• **PROBLEM REQUIREMENTS**
Except for the pictures, output the records in full and exactly.

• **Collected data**

......

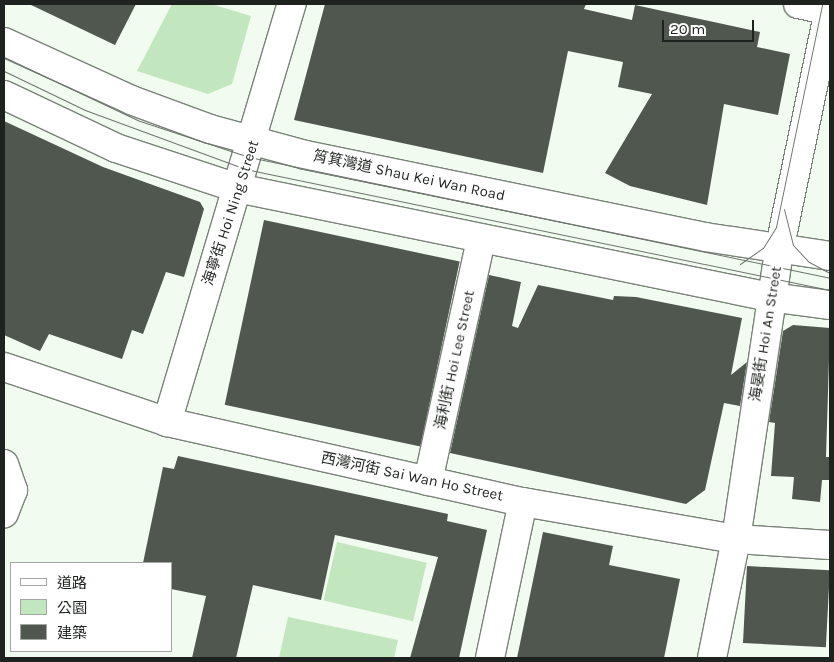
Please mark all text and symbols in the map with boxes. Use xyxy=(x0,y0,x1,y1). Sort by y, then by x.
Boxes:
scale bar xyxy=(664,10,756,42)
text: 20 m xyxy=(670,20,705,38)
street label: 海寧街 Hoi Ning Street xyxy=(199,138,263,288)
street label: 筲箕灣道 Shau Kei Wan Road xyxy=(311,147,507,205)
street label: 海晏街 Hoi An Street xyxy=(746,265,786,403)
street label: 海利街 Hoi Lee Street xyxy=(431,289,479,431)
street label: 西灣河街 Sai Wan Ho Street xyxy=(319,449,505,505)
legend xyxy=(10,562,172,652)
text: 道路 xyxy=(57,574,87,592)
text: 公園 xyxy=(57,599,87,617)
text: 建築 xyxy=(57,624,87,642)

......

• **EXERCISE ANSWER**
Please mark all text and symbols in the map with boxes. Use xyxy=(x0,y0,x1,y1). Sort by y, then by x.
Boxes:
scale bar xyxy=(664,10,756,42)
text: 20 m xyxy=(670,20,705,38)
street label: 海寧街 Hoi Ning Street xyxy=(199,138,263,288)
street label: 筲箕灣道 Shau Kei Wan Road xyxy=(311,147,507,205)
street label: 海晏街 Hoi An Street xyxy=(746,265,786,403)
street label: 海利街 Hoi Lee Street xyxy=(431,289,479,431)
street label: 西灣河街 Sai Wan Ho Street xyxy=(319,449,505,505)
legend xyxy=(10,562,172,652)
text: 道路 xyxy=(57,574,87,592)
text: 公園 xyxy=(57,599,87,617)
text: 建築 xyxy=(57,624,87,642)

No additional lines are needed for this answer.